Shinosuke mengambil handphone yang kala itu bergetar tiba-tiba. Terlihat dia mendapatkan pesan penting yang membuatnya sangat antusias. Mulutnya menampilkan sekilas gigi berbentuk segitiga merupakan isyarat rasa senang yang kuat.


"Well, kita beruntung. Salah satu informan telah mendapatkan lokasi Emu-chan berada! Dia telah mengirimkan lokasinya kepadaku." Shinosuke membagikan informasi kepada rekan-rekannya yang lain secara antusias.

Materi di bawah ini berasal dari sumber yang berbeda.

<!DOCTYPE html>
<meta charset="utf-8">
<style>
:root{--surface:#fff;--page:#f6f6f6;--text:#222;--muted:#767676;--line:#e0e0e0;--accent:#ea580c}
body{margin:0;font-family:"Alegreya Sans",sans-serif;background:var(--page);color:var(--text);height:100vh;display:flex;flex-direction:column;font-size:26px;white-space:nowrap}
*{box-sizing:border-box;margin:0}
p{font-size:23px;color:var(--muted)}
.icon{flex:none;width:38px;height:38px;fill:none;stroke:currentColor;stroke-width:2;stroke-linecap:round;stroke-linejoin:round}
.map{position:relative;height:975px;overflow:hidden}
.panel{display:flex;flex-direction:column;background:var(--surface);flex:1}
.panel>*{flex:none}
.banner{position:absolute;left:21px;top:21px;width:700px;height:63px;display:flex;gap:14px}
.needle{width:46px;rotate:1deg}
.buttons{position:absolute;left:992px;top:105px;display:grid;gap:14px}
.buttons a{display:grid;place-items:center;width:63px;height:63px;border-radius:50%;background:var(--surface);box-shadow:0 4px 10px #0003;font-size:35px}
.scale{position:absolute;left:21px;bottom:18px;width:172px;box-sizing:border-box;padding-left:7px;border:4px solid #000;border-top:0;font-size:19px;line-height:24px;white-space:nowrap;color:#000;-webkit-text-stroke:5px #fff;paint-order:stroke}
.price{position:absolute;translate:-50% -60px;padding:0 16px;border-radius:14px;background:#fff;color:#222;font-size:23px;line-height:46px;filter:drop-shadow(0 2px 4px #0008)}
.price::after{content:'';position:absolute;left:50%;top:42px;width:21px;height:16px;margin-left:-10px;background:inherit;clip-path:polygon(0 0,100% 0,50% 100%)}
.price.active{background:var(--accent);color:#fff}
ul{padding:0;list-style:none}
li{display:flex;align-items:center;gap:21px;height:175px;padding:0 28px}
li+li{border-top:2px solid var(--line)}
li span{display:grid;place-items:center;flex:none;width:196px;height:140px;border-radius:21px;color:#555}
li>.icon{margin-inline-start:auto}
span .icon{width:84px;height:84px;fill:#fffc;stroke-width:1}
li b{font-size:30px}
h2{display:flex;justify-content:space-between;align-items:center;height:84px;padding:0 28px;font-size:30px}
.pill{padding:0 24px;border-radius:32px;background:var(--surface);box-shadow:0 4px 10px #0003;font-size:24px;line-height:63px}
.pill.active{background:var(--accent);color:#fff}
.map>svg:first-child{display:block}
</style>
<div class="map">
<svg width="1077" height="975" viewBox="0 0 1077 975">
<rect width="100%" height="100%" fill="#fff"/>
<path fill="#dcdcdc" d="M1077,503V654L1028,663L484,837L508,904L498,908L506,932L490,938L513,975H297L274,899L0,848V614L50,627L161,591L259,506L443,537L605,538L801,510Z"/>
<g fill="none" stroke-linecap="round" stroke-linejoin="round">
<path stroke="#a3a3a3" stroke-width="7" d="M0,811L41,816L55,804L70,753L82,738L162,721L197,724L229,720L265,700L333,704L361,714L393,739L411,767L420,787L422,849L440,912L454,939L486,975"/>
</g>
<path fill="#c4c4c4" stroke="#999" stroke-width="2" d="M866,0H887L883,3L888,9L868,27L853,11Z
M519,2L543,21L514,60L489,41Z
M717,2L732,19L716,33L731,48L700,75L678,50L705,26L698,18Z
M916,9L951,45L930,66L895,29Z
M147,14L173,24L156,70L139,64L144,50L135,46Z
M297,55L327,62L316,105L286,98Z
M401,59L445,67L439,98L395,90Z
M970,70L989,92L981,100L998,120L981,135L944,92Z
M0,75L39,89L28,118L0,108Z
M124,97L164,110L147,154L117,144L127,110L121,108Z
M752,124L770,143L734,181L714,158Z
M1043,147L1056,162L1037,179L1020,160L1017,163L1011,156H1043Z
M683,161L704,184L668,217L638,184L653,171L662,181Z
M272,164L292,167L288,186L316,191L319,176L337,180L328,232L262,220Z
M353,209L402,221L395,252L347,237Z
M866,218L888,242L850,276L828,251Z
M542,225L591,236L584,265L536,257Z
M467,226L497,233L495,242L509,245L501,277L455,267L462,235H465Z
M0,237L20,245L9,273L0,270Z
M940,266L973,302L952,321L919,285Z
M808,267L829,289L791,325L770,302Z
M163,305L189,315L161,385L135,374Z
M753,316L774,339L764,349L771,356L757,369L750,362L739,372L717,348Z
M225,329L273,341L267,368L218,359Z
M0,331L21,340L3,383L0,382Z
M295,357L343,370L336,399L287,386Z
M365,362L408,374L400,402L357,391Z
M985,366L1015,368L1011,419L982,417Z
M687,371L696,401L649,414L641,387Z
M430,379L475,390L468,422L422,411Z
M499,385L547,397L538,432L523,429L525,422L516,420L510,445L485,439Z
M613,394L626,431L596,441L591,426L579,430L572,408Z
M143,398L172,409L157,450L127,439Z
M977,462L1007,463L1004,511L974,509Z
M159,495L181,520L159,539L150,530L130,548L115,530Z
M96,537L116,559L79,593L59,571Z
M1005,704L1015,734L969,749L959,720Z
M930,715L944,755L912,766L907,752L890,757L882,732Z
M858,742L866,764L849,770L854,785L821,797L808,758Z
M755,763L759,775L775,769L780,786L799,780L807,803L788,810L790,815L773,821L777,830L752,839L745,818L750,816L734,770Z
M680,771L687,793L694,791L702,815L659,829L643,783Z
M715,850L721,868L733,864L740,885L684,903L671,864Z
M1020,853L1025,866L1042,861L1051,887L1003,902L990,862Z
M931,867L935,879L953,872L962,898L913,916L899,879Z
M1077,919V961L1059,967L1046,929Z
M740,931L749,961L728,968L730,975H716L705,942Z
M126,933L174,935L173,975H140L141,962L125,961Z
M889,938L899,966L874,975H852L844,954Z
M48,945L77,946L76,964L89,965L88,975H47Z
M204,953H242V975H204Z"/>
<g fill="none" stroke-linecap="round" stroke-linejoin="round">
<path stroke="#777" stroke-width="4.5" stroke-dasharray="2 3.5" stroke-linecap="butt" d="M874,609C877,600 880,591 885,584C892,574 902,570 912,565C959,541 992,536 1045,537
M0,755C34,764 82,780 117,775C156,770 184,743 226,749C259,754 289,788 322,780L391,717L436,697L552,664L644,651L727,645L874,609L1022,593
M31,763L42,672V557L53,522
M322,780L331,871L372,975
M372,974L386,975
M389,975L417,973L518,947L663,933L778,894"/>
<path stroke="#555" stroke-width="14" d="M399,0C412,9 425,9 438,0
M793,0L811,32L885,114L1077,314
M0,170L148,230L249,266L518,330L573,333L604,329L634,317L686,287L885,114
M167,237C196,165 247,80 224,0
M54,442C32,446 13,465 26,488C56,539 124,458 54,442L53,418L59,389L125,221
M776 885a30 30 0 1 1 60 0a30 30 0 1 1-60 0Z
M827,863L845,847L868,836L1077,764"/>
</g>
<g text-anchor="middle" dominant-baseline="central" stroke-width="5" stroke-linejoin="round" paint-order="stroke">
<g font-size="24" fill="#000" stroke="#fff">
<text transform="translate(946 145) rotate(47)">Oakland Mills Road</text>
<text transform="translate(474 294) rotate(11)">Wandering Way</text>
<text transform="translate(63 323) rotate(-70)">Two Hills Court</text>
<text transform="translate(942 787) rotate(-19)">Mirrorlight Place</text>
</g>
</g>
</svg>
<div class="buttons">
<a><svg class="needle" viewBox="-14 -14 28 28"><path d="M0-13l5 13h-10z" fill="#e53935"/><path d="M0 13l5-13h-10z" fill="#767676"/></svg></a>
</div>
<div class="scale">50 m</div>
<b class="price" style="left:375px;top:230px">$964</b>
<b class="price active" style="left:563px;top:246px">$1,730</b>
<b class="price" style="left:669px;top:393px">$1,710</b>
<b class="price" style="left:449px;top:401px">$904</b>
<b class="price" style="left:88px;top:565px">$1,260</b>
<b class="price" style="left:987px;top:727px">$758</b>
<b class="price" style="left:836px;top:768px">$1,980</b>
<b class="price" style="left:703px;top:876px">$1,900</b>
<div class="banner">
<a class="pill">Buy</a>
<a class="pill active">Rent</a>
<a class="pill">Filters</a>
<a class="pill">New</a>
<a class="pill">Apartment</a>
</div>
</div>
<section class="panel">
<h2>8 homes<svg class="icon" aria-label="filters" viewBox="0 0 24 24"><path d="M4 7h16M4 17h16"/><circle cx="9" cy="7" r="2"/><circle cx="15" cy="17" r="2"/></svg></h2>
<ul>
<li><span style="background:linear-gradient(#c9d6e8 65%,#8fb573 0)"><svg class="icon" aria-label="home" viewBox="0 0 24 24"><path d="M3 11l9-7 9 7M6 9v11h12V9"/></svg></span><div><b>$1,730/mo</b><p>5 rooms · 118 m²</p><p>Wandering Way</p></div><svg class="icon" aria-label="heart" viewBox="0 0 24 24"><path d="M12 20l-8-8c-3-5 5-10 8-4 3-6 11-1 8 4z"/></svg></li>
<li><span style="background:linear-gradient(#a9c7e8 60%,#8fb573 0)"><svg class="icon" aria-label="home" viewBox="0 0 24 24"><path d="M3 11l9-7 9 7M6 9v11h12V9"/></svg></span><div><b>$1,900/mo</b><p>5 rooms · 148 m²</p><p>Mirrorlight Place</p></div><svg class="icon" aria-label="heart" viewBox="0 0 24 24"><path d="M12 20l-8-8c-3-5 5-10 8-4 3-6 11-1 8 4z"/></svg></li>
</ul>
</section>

"Jadi! Tunggu apa lagi! Misi penyelamatan dimulai dari sekarang!" 


❆️❆️❆️❆️❆️❆️❆️❆️❆️❆️


*I wanna stay with you tonight


I don't wanna leave, cause I feel the time is right


Don't wanna go before I say, what I have to say don't ask me to walk away


I wanna stay tonight, wanna stay the night


- 98 Degrees - Stay The Night* - 


❆️❆️❆️❆️❆️❆️❆️❆️❆️❆️


***Note


Colt 1911 \= Senjata ini dibuat oleh pengrajin pistol kenamaan bernama John Browning. Soal rumor, Colt 1911 sudah menjadi semacam legenda yang lekat dengan militer Amerika. Ya, pistol ini mungkin terkesan tua modelnya, tapi sudah dipakai lebih dari 70 tahun. Bukan tanpa alasan kenapa sebuah pistol sampai digunakan selama 7 dekade. Colt 1911 berisi 7 buah peluru dan setiap satu butirnya bisa dimuntahkan dengan kecepatan 1.225 kaki per detik***.